## [Your objective]
Take the records below from their first line through the line holding "2px #f4f1e8) drop-shadow(0", and set each of those lines down exactly, without pictures.

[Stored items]
-*-

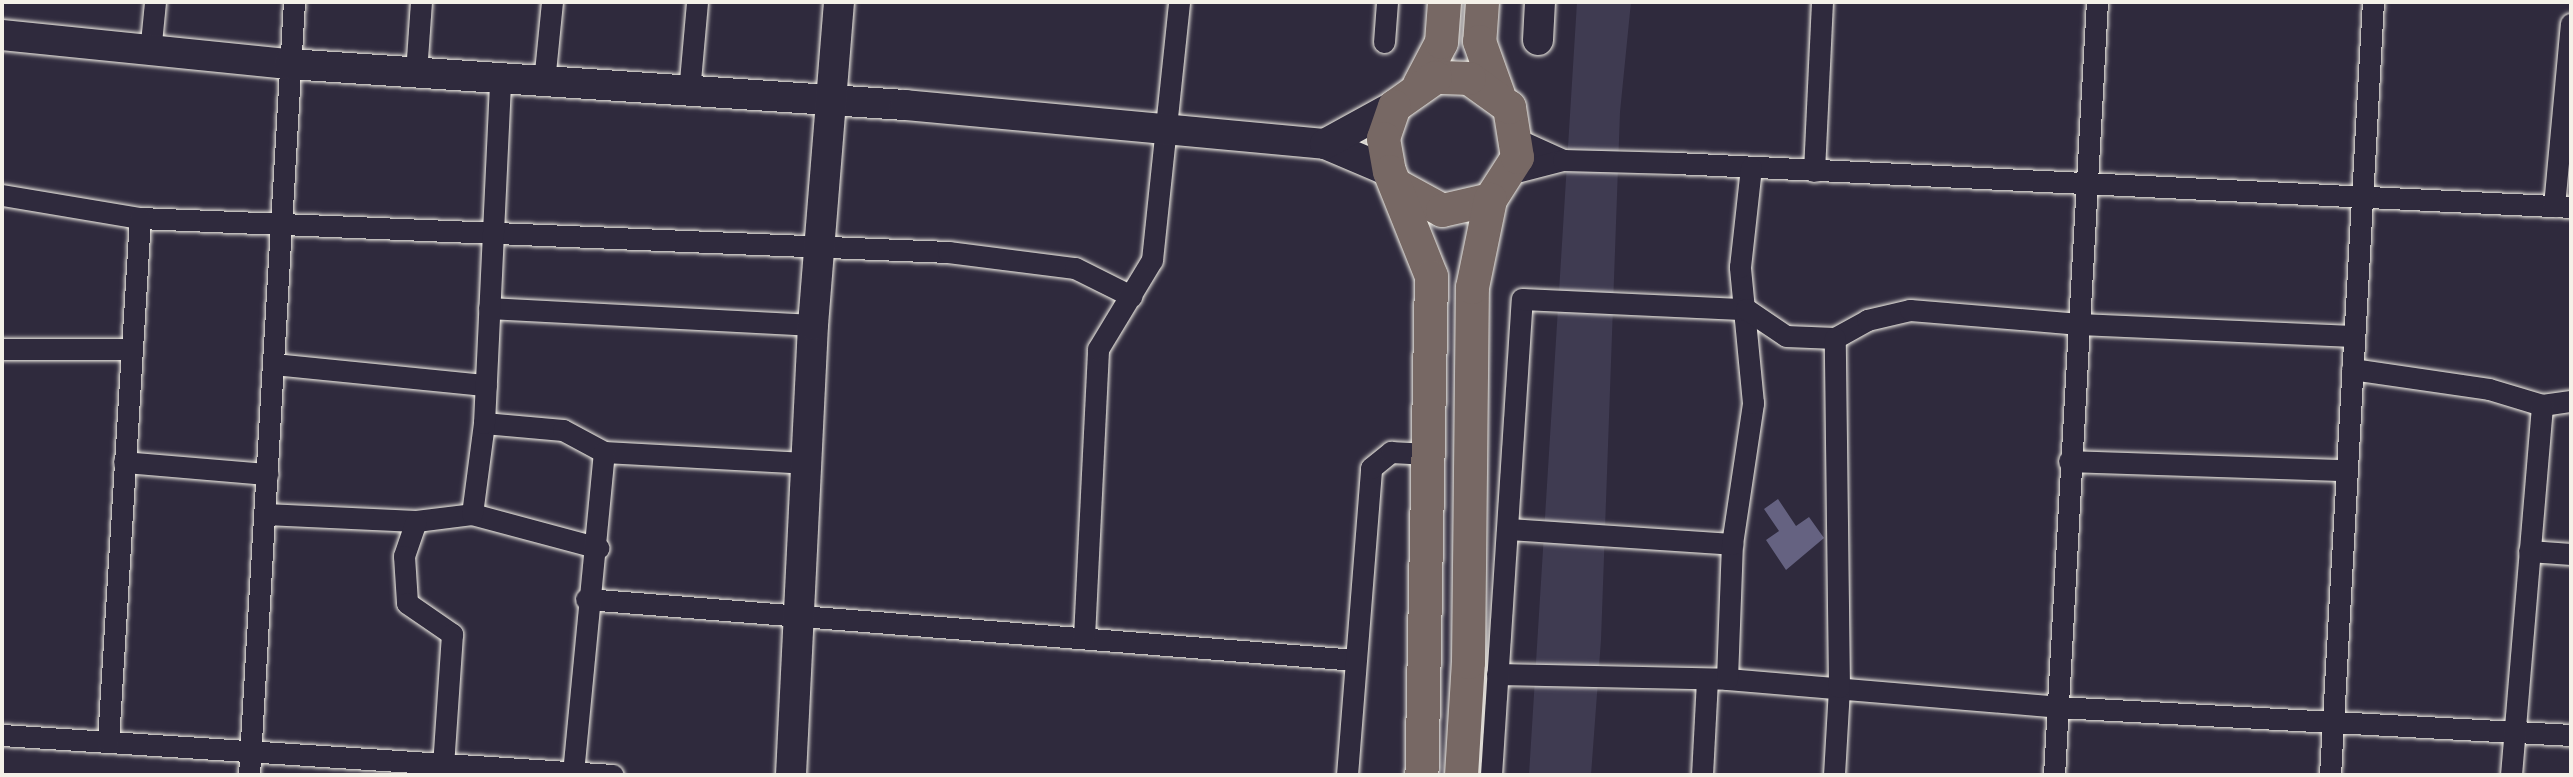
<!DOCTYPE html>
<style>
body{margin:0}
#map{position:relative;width:2573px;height:777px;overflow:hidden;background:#2f2a3d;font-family:Mynerve,sans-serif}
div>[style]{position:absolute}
.built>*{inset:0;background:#3f3b51}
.building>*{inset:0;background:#656281}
.roads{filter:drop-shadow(0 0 2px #f4f1e8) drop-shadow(0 0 2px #f4f1e8)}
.street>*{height:21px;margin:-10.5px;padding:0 10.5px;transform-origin:10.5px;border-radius:10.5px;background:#2f2a3d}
.secondary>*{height:30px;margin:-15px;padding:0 15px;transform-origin:15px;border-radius:15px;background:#2f2a3d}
.primary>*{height:33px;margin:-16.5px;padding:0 16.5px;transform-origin:16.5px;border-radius:16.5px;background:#776864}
span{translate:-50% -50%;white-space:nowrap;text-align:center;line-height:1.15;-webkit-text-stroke:5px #2f2a3d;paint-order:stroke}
.frame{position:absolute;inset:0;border:4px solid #f4f1e8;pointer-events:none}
</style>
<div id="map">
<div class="built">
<div style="clip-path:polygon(1577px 2px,1631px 2px,1620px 112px,1601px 640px,1591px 775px,1529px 775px)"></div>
</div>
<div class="building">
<div style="clip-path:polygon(1778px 499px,1796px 526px,1809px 517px,1824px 538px,1786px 570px,1766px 540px,1779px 531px,1764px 509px)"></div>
</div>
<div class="roads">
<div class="street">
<div style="left:1384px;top:42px;width:40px;rotate:-85.7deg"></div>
<div style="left:150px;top:53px;width:51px;rotate:-84.4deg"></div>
<div style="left:416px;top:73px;width:71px;rotate:-86deg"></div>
<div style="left:544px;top:82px;width:80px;rotate:-84.3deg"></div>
<div style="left:689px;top:92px;width:90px;rotate:-84.9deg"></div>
<div style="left:1519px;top:140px;width:48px;rotate:24.4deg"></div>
<div style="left:1814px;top:171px;width:169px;rotate:-87.3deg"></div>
<div style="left:1512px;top:173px;width:53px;rotate:-14.3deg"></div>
<div style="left:1563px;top:160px;width:113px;rotate:1.5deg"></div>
<div style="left:1676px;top:163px;width:896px;rotate:2.81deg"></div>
<div style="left:2px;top:195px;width:140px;rotate:9.5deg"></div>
<div style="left:140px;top:218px;width:809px;rotate:2.41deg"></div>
<div style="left:948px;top:252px;width:128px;rotate:7.2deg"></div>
<div style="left:1075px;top:268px;width:63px;rotate:26.6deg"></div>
<div style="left:2554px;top:206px;width:183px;rotate:-84.7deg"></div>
<div style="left:489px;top:308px;width:324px;rotate:3deg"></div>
<div style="left:2px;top:349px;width:129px"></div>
<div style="left:274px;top:364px;width:213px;rotate:5.7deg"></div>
<div style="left:2352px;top:369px;width:138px;rotate:8.3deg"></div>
<div style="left:2489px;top:389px;width:55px;rotate:16.8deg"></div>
<div style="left:2542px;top:405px;width:29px;rotate:-8deg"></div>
<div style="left:484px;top:423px;width:79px;rotate:5.1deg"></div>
<div style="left:563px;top:430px;width:47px;rotate:28.2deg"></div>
<div style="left:604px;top:452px;width:201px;rotate:3.1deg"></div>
<div style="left:2069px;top:461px;width:275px;rotate:1.9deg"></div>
<div style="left:124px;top:462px;width:144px;rotate:4.8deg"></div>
<div style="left:265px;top:514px;width:151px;rotate:2.7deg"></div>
<div style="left:416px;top:521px;width:56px;rotate:-7.1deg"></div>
<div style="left:472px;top:514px;width:131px;rotate:15deg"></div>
<div style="left:472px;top:514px;width:92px;rotate:-82.5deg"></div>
<div style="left:484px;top:423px;width:344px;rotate:-87.3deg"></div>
<div style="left:416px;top:521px;width:37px;rotate:109deg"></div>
<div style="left:404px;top:556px;width:47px;rotate:86.3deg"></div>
<div style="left:407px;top:603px;width:55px;rotate:34.6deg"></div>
<div style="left:452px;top:634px;width:132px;rotate:93.9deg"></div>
<div style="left:1508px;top:529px;width:225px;rotate:3.8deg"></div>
<div style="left:2529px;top:551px;width:42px;rotate:4.1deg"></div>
<div style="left:586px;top:599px;width:772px;rotate:4.53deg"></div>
<div style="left:1084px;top:637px;width:288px;rotate:-87.2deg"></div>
<div style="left:1098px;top:349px;width:104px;rotate:-58.8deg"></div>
<div style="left:1152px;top:260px;width:259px;rotate:-84deg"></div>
<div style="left:1497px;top:674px;width:230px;rotate:1.2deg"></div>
<div style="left:1727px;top:679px;width:332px;rotate:4.8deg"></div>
<div style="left:2058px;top:707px;width:514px;rotate:3.12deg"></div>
<div style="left:1727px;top:679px;width:135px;rotate:-87.9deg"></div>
<div style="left:1732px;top:544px;width:143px;rotate:-81.5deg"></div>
<div style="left:1753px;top:403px;width:137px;rotate:-95.5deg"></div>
<div style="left:1740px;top:267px;width:100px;rotate:-83.7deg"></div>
<div style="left:2px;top:735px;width:612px;rotate:3.75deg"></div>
<div style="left:108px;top:741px;width:524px;rotate:-86.5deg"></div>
<div style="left:573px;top:773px;width:322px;rotate:-84.5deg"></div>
<div style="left:249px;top:775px;width:774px;rotate:-86.67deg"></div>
<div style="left:1347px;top:775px;width:308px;rotate:-85.5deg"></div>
<div style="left:1371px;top:468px;width:26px;rotate:-39deg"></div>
<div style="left:1391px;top:452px;width:37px;rotate:3deg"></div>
<div style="left:1491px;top:775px;width:477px;rotate:-86.3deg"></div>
<div style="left:1522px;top:299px;width:224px;rotate:2.6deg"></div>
<div style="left:1746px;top:309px;width:48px;rotate:34deg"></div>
<div style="left:1786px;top:336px;width:49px;rotate:2.3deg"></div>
<div style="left:1835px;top:338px;width:37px;rotate:-29deg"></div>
<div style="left:1867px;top:320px;width:44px;rotate:-13.1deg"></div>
<div style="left:1910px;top:310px;width:170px;rotate:4.7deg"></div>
<div style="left:2079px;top:324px;width:274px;rotate:2.5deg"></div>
<div style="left:1702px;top:775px;width:96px;rotate:-87deg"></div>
<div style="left:1834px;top:775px;width:88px;rotate:-86.7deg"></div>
<div style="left:1839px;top:687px;width:349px;rotate:-90.7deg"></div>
<div style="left:2054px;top:775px;width:774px;rotate:-86.82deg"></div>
<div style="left:2330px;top:775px;width:774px;rotate:-86.82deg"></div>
<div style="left:2511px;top:775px;width:371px;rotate:-85.2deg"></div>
</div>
<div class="secondary">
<div style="left:2px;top:35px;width:288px;rotate:5.8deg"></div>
<div style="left:289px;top:64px;width:617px;rotate:3.81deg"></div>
<div style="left:905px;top:105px;width:422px;rotate:5.3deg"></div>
<div style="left:1325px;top:144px;width:69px;rotate:22.9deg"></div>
<div style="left:1538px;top:40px;width:38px;rotate:-87deg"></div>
<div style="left:1325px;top:144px;width:79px;rotate:-28.8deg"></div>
<div style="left:791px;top:775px;width:451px;rotate:-87.2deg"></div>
<div style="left:813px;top:325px;width:324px;rotate:-85.4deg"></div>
</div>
<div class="primary">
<div style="left:1482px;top:2px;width:39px;rotate:94deg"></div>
<div style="left:1479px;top:41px;width:56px;rotate:70.3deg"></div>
<div style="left:1419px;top:84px;width:47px;rotate:-62.4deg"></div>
<div style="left:1441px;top:42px;width:40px;rotate:-85.7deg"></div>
<div style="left:1398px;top:186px;width:50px;rotate:28.6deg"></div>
<div style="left:1442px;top:210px;width:49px;rotate:-12.9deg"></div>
<div style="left:1490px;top:199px;width:50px;rotate:-57.3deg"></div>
<div style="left:1517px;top:157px;width:51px;rotate:-99.1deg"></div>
<div style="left:1509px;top:107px;width:49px;rotate:-144.1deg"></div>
<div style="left:1469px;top:78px;width:34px;rotate:-178deg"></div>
<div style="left:1435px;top:77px;width:50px;rotate:144.7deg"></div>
<div style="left:1394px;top:106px;width:34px;rotate:109deg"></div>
<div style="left:1383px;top:138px;width:34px;rotate:80deg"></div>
<div style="left:1389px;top:171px;width:113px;rotate:68.2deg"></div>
<div style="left:1431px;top:276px;width:499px;rotate:91.1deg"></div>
<div style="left:1461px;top:775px;width:113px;rotate:-86.5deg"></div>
<div style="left:1468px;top:662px;width:375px;rotate:-89.4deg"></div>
<div style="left:1472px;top:287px;width:90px;rotate:-78.4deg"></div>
</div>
</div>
<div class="frame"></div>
</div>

-*-

## [Solved exercise]
<!DOCTYPE html>
<style>
body{margin:0}
#map{position:relative;width:2573px;height:777px;overflow:hidden;background:#2f2a3d;font-family:Mynerve,sans-serif}
div>[style]{position:absolute}
.built>*{inset:0;background:#3f3b51}
.building>*{inset:0;background:#656281}
.roads{filter:drop-shadow(0 0 2px #f4f1e8) drop-shadow(0 0 2px #f4f1e8)}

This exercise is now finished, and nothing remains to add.